### WHAT YOU WILL DO
Your answer must consist of every line from the data below that includes the word "JSON".

### RECORDS PROVIDED
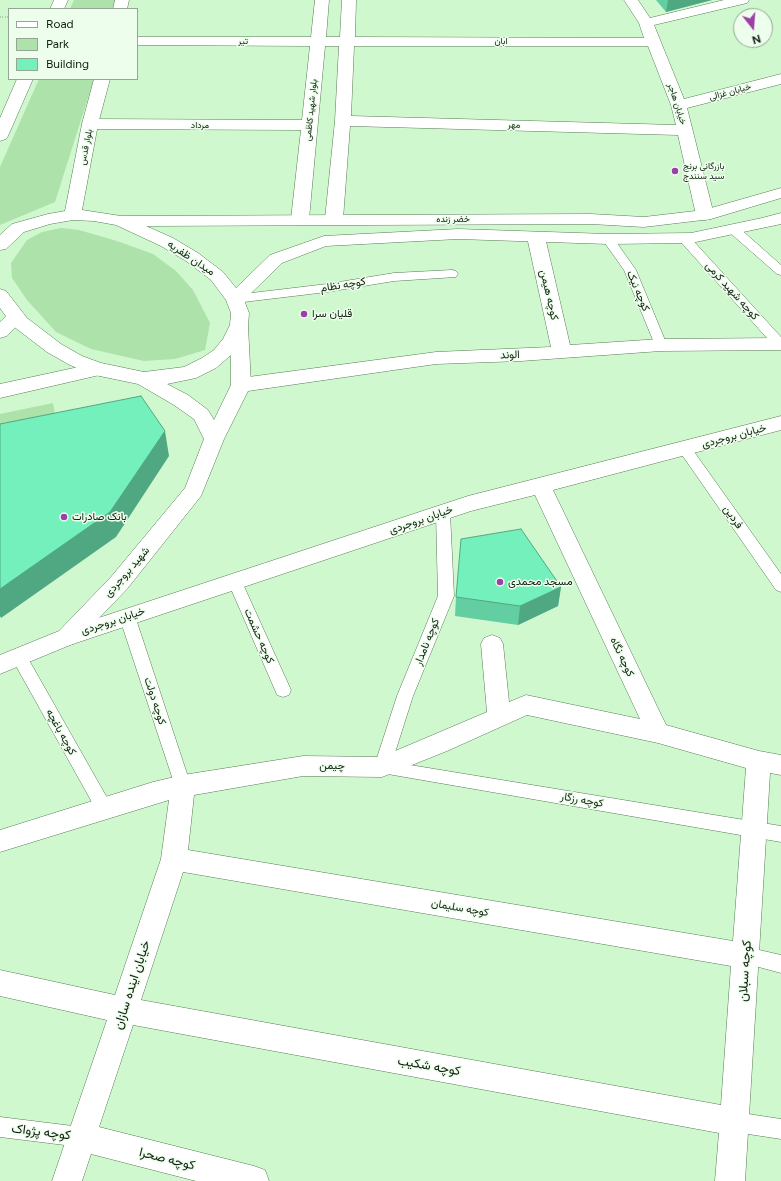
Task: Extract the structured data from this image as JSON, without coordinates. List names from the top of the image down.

--

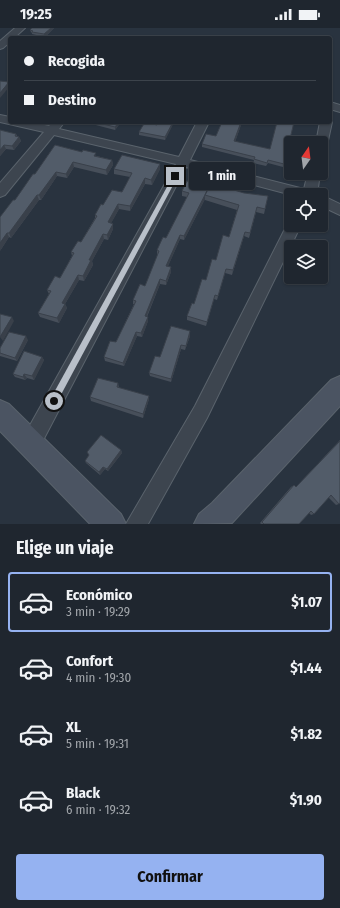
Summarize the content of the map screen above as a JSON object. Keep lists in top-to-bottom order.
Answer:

### SOLUTION FOR THIS EXERCISE
Task: Extract the structured data from this image as JSON, without coordinates. List names from the top of the image down.
Summarize the content of the map screen above as a JSON object. Keep lists in top-to-bottom order.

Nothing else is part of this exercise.